EXERCISE AIM ▸ Which lines in the records below contain the word "legend"? Copy each one.

Records drawn from a dataset ▸

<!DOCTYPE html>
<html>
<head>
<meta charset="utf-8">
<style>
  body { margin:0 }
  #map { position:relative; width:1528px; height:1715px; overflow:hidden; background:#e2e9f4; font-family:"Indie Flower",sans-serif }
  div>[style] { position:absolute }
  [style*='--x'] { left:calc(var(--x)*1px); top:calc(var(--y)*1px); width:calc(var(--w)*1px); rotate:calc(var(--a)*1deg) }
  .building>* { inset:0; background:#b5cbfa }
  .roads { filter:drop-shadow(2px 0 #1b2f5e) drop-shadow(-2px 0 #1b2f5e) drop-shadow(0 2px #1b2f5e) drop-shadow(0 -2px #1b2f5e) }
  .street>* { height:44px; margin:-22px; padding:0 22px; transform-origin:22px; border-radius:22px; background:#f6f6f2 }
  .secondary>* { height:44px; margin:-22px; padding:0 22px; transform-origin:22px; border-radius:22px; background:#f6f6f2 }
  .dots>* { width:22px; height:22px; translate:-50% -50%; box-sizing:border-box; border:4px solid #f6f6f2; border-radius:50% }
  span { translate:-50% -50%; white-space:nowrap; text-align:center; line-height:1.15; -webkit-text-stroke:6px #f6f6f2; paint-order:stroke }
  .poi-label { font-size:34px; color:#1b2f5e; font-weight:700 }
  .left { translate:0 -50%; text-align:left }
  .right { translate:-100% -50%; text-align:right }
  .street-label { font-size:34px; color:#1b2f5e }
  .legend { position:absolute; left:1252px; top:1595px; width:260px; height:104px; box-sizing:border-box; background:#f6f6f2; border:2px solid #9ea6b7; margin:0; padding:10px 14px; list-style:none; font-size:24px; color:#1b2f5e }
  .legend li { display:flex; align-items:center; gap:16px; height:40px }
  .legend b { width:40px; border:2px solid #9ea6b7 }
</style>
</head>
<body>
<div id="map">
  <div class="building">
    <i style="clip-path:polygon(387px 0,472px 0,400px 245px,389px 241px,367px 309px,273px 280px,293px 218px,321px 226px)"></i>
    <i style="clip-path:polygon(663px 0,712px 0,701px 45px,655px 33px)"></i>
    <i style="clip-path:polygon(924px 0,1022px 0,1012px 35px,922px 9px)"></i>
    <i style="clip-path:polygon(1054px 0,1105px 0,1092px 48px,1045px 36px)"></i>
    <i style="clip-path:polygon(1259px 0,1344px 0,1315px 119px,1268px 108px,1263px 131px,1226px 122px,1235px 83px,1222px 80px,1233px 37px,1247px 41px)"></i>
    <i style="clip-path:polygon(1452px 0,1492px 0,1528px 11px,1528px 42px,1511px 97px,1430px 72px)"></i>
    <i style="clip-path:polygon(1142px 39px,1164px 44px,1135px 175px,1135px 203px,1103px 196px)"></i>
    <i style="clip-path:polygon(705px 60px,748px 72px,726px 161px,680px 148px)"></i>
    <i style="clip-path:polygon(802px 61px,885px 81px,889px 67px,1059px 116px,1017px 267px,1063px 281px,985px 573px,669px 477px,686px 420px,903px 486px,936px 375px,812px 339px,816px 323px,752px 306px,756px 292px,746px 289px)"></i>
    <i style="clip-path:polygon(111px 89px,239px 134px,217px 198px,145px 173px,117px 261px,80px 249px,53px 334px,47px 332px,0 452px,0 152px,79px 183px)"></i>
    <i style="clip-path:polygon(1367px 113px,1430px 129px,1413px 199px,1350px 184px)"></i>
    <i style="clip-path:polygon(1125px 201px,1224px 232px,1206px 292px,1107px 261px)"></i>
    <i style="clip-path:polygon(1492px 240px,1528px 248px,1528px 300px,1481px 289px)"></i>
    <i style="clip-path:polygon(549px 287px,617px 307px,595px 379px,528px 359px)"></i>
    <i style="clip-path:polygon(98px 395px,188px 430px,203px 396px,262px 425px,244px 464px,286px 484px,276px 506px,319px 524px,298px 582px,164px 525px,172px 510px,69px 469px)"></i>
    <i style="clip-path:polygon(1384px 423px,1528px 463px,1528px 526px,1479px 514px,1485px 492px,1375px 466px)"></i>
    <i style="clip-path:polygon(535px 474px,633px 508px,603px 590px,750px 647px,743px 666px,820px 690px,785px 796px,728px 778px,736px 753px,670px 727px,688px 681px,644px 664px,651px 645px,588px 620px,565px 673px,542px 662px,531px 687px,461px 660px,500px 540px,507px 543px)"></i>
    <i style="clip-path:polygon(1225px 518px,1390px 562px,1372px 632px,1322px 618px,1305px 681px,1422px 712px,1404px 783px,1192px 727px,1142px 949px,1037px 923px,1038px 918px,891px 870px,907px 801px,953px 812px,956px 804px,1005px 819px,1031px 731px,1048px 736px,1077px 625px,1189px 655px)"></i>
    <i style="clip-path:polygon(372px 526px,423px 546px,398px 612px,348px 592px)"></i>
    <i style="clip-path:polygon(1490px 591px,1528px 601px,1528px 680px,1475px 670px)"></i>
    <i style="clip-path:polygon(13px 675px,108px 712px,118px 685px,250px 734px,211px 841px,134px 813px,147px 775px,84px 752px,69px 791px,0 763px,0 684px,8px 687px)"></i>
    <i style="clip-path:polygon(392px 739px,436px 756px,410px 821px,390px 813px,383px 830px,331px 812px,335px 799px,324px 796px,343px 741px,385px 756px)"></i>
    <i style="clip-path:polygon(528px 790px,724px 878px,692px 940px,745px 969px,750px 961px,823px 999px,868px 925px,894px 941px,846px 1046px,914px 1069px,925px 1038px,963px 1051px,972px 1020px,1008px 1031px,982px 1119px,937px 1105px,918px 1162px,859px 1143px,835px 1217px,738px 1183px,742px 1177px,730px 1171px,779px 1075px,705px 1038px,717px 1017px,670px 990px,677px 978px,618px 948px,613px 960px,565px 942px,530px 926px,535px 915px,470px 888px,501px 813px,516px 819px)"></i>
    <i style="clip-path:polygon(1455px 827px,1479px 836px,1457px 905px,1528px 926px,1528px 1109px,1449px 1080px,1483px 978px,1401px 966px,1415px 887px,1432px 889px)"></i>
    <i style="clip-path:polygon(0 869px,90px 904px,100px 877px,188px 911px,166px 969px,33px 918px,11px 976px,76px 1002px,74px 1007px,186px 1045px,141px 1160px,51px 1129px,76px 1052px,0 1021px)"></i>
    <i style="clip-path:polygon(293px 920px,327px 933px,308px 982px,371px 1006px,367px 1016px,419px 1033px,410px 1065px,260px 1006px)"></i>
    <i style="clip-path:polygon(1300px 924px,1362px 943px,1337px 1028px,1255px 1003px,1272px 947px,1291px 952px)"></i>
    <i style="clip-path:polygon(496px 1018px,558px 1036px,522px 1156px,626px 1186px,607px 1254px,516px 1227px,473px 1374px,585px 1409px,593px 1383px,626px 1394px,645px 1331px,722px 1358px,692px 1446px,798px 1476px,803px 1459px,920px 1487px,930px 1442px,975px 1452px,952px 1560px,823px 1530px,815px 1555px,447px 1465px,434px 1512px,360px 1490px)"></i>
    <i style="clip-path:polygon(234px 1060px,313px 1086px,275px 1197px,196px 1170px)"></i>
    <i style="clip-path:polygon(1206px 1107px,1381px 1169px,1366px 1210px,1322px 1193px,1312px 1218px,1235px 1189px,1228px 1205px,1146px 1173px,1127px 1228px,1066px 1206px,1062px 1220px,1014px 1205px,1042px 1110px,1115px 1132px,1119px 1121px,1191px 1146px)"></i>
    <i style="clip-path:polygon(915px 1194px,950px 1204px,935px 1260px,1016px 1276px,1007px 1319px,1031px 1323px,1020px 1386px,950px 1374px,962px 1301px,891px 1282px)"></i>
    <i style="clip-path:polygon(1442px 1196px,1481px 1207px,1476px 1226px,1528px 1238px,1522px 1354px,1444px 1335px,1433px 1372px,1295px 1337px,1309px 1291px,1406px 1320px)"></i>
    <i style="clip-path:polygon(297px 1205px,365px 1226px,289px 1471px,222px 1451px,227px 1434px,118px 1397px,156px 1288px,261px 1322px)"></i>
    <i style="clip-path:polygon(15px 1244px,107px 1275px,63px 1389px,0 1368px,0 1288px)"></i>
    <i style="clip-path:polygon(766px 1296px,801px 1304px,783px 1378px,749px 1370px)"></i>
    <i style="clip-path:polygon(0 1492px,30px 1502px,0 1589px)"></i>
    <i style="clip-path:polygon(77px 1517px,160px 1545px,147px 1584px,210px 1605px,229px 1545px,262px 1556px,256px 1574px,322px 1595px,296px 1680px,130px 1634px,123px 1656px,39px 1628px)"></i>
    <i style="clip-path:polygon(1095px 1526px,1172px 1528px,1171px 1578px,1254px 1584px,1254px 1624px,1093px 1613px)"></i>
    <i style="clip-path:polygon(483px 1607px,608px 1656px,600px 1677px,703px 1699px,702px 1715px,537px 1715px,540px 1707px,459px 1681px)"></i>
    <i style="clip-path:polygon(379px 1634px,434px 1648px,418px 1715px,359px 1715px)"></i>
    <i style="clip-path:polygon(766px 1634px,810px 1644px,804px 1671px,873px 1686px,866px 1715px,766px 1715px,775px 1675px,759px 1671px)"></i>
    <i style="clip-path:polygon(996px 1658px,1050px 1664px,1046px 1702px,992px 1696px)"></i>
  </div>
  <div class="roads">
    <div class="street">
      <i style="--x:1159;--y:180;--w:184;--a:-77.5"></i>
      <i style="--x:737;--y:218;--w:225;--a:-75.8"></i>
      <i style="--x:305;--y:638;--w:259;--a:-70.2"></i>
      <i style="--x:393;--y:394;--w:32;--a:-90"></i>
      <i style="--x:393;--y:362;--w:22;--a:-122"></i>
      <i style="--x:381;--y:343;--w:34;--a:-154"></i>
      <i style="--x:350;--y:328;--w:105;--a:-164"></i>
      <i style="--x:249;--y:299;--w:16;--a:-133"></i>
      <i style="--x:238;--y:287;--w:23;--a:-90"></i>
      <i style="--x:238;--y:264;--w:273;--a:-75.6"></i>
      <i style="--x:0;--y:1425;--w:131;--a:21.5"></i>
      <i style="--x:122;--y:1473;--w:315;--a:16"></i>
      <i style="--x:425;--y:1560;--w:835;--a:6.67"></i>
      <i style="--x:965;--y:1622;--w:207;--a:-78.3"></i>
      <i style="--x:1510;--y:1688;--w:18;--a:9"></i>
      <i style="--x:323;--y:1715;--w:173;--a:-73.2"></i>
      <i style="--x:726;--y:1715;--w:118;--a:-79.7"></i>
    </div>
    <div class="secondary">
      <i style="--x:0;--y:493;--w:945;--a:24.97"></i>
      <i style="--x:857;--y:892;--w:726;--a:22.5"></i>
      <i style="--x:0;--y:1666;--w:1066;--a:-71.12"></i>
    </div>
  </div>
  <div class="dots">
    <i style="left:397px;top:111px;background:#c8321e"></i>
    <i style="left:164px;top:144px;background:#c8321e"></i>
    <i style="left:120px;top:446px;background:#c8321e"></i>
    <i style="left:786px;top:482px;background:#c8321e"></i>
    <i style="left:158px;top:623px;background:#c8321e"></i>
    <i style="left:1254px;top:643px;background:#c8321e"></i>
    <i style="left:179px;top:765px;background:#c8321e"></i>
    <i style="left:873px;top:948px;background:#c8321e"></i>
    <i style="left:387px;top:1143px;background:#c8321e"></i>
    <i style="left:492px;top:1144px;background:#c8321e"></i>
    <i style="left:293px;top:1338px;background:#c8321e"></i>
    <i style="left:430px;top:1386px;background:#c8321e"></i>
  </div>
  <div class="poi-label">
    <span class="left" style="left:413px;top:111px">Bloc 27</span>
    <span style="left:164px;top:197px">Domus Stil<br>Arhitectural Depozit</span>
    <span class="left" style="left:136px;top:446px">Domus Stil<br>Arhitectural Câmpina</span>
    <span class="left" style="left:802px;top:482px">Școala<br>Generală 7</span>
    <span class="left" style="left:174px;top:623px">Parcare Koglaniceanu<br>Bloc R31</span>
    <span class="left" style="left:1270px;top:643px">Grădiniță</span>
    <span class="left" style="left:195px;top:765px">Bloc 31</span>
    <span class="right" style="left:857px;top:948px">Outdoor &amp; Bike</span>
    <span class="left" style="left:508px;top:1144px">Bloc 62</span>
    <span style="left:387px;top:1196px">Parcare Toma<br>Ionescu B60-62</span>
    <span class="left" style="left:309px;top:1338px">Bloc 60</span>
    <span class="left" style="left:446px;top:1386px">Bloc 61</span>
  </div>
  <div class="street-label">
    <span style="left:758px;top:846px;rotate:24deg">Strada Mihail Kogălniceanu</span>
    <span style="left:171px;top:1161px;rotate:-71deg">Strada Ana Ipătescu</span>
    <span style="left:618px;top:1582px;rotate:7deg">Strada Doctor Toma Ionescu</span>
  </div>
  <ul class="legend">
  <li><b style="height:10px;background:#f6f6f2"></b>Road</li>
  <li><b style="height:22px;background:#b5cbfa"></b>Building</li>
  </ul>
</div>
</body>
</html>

EXERCISE SOLUTION ▸
  .legend { position:absolute; left:1252px; top:1595px; width:260px; height:104px; box-sizing:border-box; background:#f6f6f2; border:2px solid #9ea6b7; margin:0; padding:10px 14px; list-style:none; font-size:24px; color:#1b2f5e }
  .legend li { display:flex; align-items:center; gap:16px; height:40px }
  .legend b { width:40px; border:2px solid #9ea6b7 }
  <ul class="legend">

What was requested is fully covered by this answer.